Page MenuHomeFreeBSD

fix copy_file_range(2) so that it doesn't allocate unneeded data blocks of all 0s in the output file
ClosedPublic

Authored by rmacklem on Aug 4 2019, 1:07 AM.

Details

Summary

When the byte range for copy_file_range(2) doesn't go to EOF on the
output file and there is a hole in the input file, a hole must be
"punched" in the output file. This is done by writing a block of bytes
all set to 0.
Without this patch, the write is done unconditionally which meant that,
if the output file already had a hole in that byte range, a unneeded data block
of all 0 bytes would be allocated.
This patch adds code to check for a hole in the output file, so it can
skip doing the write if there is already a hole in that byte range of
the output file. This avoids unnecessary allocation of blocks to the
output file.

Test Plan

Running the same tests I've already developed for copy_file_range(2) and
checking block allocations for the input and output files via "ls -ls".

Diff Detail

Repository
rS FreeBSD src repository
Lint
Automatic diff as part of commit; lint not applicable.
Unit
Automatic diff as part of commit; unit tests not applicable.

Event Timeline

rmacklem created this revision.Aug 4 2019, 1:07 AM
kib added inline comments.Aug 4 2019, 12:28 PM
kern/vfs_vnops.c
2799 ↗(On Diff #60435)

Am I right that the rangelock guarantees that the hole is not instantiated into real content by other thread ? What about calls from NFS server, where range lock is not taken ?

2809 ↗(On Diff #60435)

Should this be KASSERT instead ?

rmacklem marked 2 inline comments as done.Aug 4 2019, 3:16 PM

Replied to kib@'s comments inline.

kern/vfs_vnops.c
2799 ↗(On Diff #60435)

Yes. And since the NFSv4.2 server takes the rangelocks as well, the NFSv4.2
Copy will be ok as well.

Slightly off topic, but I have been thinking that the NFS server should take
rangelocks for read/write as well,, but haven't coded it yet.
Do you think it should?

2809 ↗(On Diff #60435)

Good point. I was thinking that it didn't need to panic(), since copy_file_range(2)
still works for this failure case.
However, since I put it in INVARIANTS, it won't be used for production kernels
and a panic() will get people's attention.

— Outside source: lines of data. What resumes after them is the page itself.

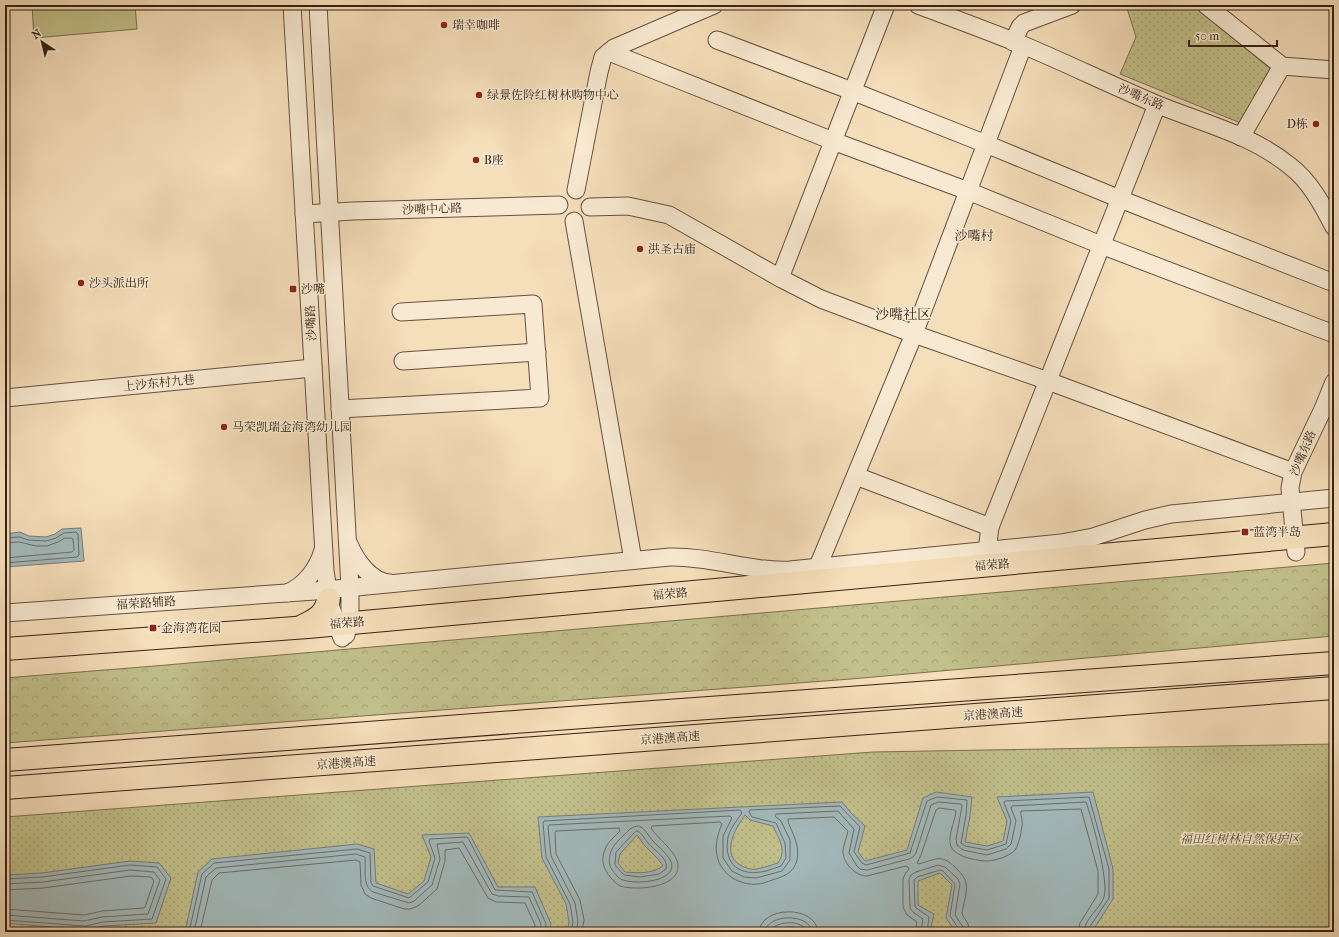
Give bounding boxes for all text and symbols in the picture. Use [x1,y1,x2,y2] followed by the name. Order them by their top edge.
[452,18,500,32] place label: 瑞幸咖啡
[439,20,449,30] marker: 瑞幸咖啡
[22,22,62,62] north arrow
[1189,22,1277,48] scale bar
[29,26,44,42] text: N
[1195,29,1219,43] text: 50 m
[1116,81,1166,113] street label: 沙嘴东路
[487,88,619,102] place label: 绿景佐阾红树林购物中心
[474,90,484,100] marker: 绿景佐阾红树林购物中心
[1287,117,1308,131] place label: D栋
[1311,119,1321,129] marker: D栋
[484,153,504,167] place label: B座
[471,155,481,165] marker: B座
[402,201,462,217] street label: 沙嘴中心路
[954,228,994,243] district label: 沙嘴村
[648,242,696,256] place label: 洪圣古庙
[635,244,645,254] marker: 洪圣古庙
[89,276,149,290] place label: 沙头派出所
[76,278,86,288] marker: 沙头派出所
[301,282,325,296] place label: 沙嘴
[288,284,298,294] marker: 沙嘴
[303,305,319,341] street label: 沙嘴路
[875,306,931,323] district label: 沙嘴社区
[122,372,196,394] street label: 上沙东村九巷
[232,420,352,434] place label: 马荣凯瑞金海湾幼儿园
[219,422,229,432] marker: 马荣凯瑞金海湾幼儿园
[1287,428,1319,478] street label: 沙嘴东路
[1253,525,1301,539] place label: 蓝湾半岛
[1240,527,1250,537] marker: 蓝湾半岛
[973,556,1011,574] street label: 福荣路
[651,585,689,603] street label: 福荣路
[116,594,176,612] street label: 福荣路辅路
[328,614,366,632] street label: 福荣路
[161,621,221,635] place label: 金海湾花园
[148,623,158,633] marker: 金海湾花园
[963,705,1023,723] street label: 京港澳高速
[640,729,700,747] street label: 京港澳高速
[316,754,376,772] street label: 京港澳高速
[1180,832,1302,846] park label: 福田红树林自然保护区

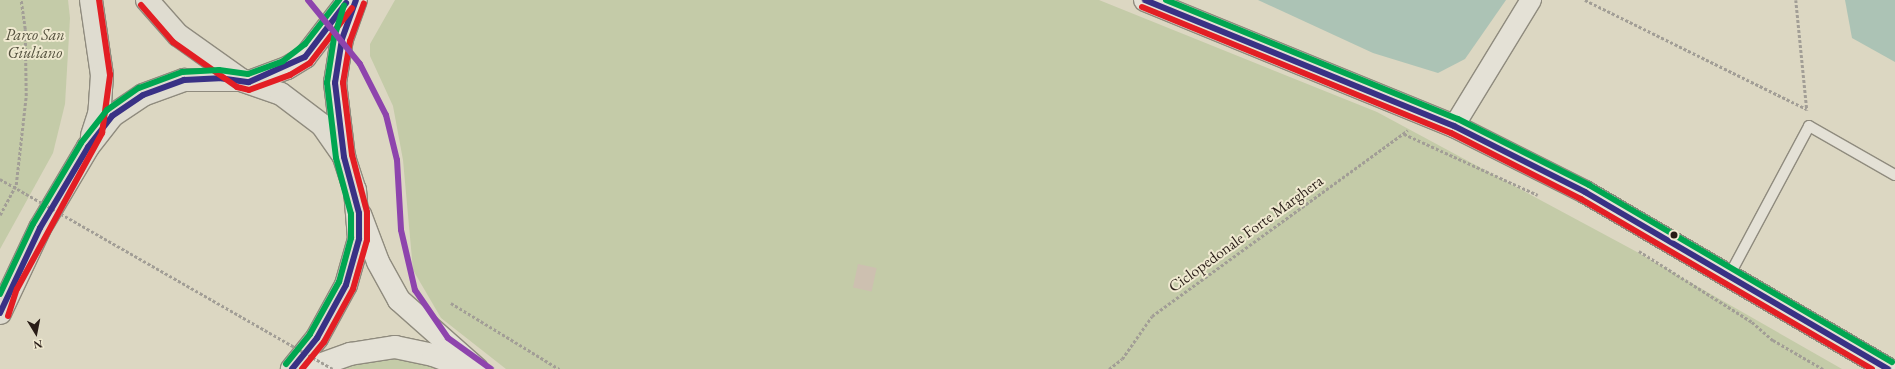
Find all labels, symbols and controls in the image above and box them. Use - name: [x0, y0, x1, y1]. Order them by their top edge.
- park label: Parco San Giuliano: [5, 25, 65, 63]
- street label: Ciclopedonale Forte Marghera: [1165, 171, 1327, 297]
- unlabelled marker: [1669, 230, 1679, 240]
- north arrow: [16, 313, 56, 353]
- text: N: [32, 337, 44, 352]

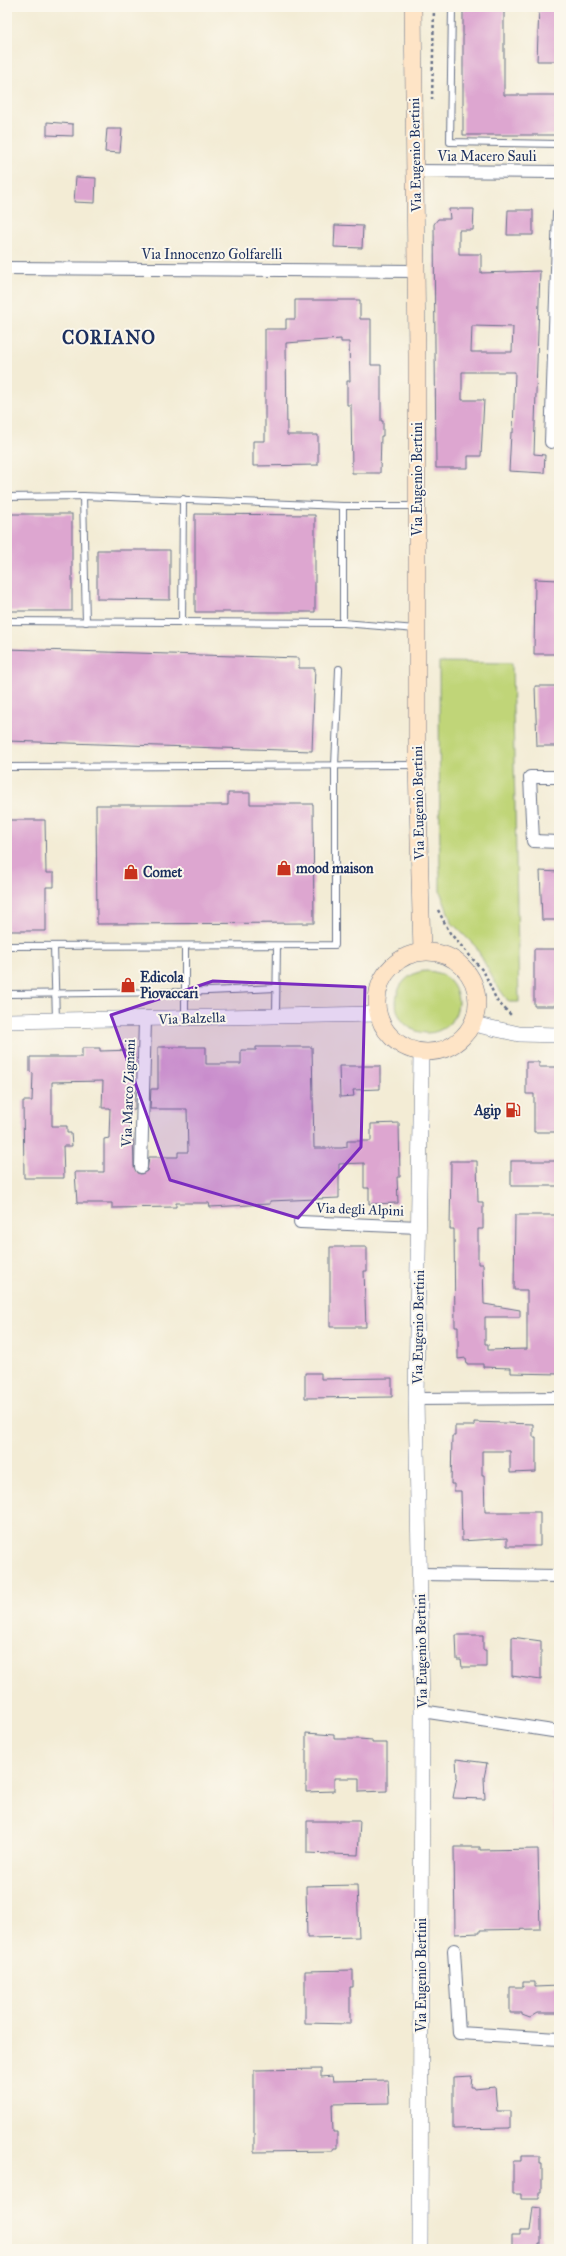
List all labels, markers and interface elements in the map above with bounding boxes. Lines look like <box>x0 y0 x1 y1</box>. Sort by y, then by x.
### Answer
street label: Via Eugenio Bertini <box>406 97 425 213</box>
street label: Via Macero Sauli <box>437 148 537 165</box>
street label: Via Innocenzo Golfarelli <box>141 246 283 263</box>
district label: CORIANO <box>62 327 156 349</box>
street label: Via Eugenio Bertini <box>409 422 426 537</box>
street label: Via Eugenio Bertini <box>409 745 428 861</box>
shop icon: mood maison <box>275 859 293 877</box>
place label: mood maison <box>295 860 374 877</box>
shop icon: Comet <box>122 863 140 881</box>
place label: Comet <box>143 864 182 881</box>
place label: Edicola Piovaccari <box>140 969 198 1002</box>
shop icon: Edicola Piovaccari <box>119 976 137 994</box>
street label: Via Balzella <box>157 1009 226 1028</box>
street label: Via Marco Zignani <box>118 1039 139 1148</box>
fuel station icon: Agip <box>504 1101 522 1119</box>
place label: Agip <box>473 1102 501 1120</box>
street label: Via degli Alpini <box>315 1199 404 1220</box>
street label: Via Eugenio Bertini <box>409 1270 428 1385</box>
street label: Via Eugenio Bertini <box>412 1593 431 1709</box>
street label: Via Eugenio Bertini <box>413 1918 430 2033</box>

Do you think a KASSERT()/panic() is better?

rmacklem updated this revision to Diff 60448.Aug 4 2019, 4:32 PM
rmacklem marked 2 inline comments as done.

This version of the patch has the INVARIANTS printf() replaced by a KASSERT().
It also has KASSERT()s added for the results of FIOSEEKDATA/FIOSEEKHOLE.

The main change is that it now does a sanity check for dataoff == holeoff,
which I believe could happen if another thread were to do a truncate()
followed by a write() between the two VOP_IOCTL() calls.
(As noted in the comment for it.)

kib added inline comments.Aug 4 2019, 8:19 PM
kern/vfs_vnops.c
2799 ↗(On Diff #60435)

Rangelocks only make sense when the locked ranges correspond to the user-initiated reads and writes. I have no idea about NFSv4.x, but for plain old v3 server I am sure that NFS client' initiated RPCs for reads and writes typically do not match user operations. Instead, they are driven by the buffer caching and clustering. In other words, for NFS server serving the same file to several clients, rangelocking is probably useless.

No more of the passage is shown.